TASK TO CARRY OUT: Read the data and repeat it in full, exactly.

--- DATA UNDER STUDY Enclosed Below ---

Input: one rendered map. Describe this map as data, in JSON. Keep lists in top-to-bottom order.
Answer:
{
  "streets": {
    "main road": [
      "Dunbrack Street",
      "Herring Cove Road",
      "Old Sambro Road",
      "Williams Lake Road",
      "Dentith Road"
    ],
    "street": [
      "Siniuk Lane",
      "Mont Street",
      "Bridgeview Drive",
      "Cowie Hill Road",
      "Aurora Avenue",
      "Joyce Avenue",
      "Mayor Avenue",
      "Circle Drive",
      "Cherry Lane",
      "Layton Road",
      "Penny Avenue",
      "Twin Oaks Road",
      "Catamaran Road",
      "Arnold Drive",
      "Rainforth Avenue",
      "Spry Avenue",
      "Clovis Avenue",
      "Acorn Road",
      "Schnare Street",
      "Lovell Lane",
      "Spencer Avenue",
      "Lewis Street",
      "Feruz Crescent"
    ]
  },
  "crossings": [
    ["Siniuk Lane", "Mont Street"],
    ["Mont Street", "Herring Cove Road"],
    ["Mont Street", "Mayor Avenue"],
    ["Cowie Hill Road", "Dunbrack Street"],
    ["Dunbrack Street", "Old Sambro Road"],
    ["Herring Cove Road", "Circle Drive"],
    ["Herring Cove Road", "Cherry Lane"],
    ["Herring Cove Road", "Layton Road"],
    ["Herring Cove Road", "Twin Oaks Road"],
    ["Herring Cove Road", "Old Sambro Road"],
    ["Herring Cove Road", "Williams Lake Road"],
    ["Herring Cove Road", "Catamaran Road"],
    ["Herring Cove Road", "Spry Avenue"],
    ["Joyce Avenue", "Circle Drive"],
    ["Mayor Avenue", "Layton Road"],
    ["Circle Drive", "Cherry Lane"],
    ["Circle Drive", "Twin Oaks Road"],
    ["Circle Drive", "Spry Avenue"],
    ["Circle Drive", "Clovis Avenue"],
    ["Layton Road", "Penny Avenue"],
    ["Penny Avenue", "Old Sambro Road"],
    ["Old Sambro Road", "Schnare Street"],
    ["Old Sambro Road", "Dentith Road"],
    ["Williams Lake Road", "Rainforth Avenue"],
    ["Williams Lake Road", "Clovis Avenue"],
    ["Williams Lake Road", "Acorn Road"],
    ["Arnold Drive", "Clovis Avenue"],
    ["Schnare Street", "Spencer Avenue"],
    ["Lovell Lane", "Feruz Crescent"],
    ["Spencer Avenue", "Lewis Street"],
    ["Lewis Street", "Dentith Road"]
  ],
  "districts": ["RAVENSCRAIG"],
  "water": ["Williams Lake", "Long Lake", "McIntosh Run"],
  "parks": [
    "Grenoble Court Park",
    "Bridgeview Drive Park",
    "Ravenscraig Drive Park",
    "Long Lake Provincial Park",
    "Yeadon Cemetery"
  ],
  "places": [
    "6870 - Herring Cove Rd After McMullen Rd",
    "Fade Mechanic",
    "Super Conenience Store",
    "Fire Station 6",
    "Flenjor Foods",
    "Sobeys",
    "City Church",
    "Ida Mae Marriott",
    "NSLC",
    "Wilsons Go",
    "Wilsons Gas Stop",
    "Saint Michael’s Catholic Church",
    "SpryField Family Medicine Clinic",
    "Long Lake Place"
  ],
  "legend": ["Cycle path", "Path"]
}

--- End of Enclosed DATA UNDER STUDY ---

OUTPUT OF THE TASK:
Input: one rendered map. Describe this map as data, in JSON. Keep lists in top-to-bottom order.
Answer:
{
  "streets": {
    "main road": [
      "Dunbrack Street",
      "Herring Cove Road",
      "Old Sambro Road",
      "Williams Lake Road",
      "Dentith Road"
    ],
    "street": [
      "Siniuk Lane",
      "Mont Street",
      "Bridgeview Drive",
      "Cowie Hill Road",
      "Aurora Avenue",
      "Joyce Avenue",
      "Mayor Avenue",
      "Circle Drive",
      "Cherry Lane",
      "Layton Road",
      "Penny Avenue",
      "Twin Oaks Road",
      "Catamaran Road",
      "Arnold Drive",
      "Rainforth Avenue",
      "Spry Avenue",
      "Clovis Avenue",
      "Acorn Road",
      "Schnare Street",
      "Lovell Lane",
      "Spencer Avenue",
      "Lewis Street",
      "Feruz Crescent"
    ]
  },
  "crossings": [
    ["Siniuk Lane", "Mont Street"],
    ["Mont Street", "Herring Cove Road"],
    ["Mont Street", "Mayor Avenue"],
    ["Cowie Hill Road", "Dunbrack Street"],
    ["Dunbrack Street", "Old Sambro Road"],
    ["Herring Cove Road", "Circle Drive"],
    ["Herring Cove Road", "Cherry Lane"],
    ["Herring Cove Road", "Layton Road"],
    ["Herring Cove Road", "Twin Oaks Road"],
    ["Herring Cove Road", "Old Sambro Road"],
    ["Herring Cove Road", "Williams Lake Road"],
    ["Herring Cove Road", "Catamaran Road"],
    ["Herring Cove Road", "Spry Avenue"],
    ["Joyce Avenue", "Circle Drive"],
    ["Mayor Avenue", "Layton Road"],
    ["Circle Drive", "Cherry Lane"],
    ["Circle Drive", "Twin Oaks Road"],
    ["Circle Drive", "Spry Avenue"],
    ["Circle Drive", "Clovis Avenue"],
    ["Layton Road", "Penny Avenue"],
    ["Penny Avenue", "Old Sambro Road"],
    ["Old Sambro Road", "Schnare Street"],
    ["Old Sambro Road", "Dentith Road"],
    ["Williams Lake Road", "Rainforth Avenue"],
    ["Williams Lake Road", "Clovis Avenue"],
    ["Williams Lake Road", "Acorn Road"],
    ["Arnold Drive", "Clovis Avenue"],
    ["Schnare Street", "Spencer Avenue"],
    ["Lovell Lane", "Feruz Crescent"],
    ["Spencer Avenue", "Lewis Street"],
    ["Lewis Street", "Dentith Road"]
  ],
  "districts": ["RAVENSCRAIG"],
  "water": ["Williams Lake", "Long Lake", "McIntosh Run"],
  "parks": [
    "Grenoble Court Park",
    "Bridgeview Drive Park",
    "Ravenscraig Drive Park",
    "Long Lake Provincial Park",
    "Yeadon Cemetery"
  ],
  "places": [
    "6870 - Herring Cove Rd After McMullen Rd",
    "Fade Mechanic",
    "Super Conenience Store",
    "Fire Station 6",
    "Flenjor Foods",
    "Sobeys",
    "City Church",
    "Ida Mae Marriott",
    "NSLC",
    "Wilsons Go",
    "Wilsons Gas Stop",
    "Saint Michael’s Catholic Church",
    "SpryField Family Medicine Clinic",
    "Long Lake Place"
  ],
  "legend": ["Cycle path", "Path"]
}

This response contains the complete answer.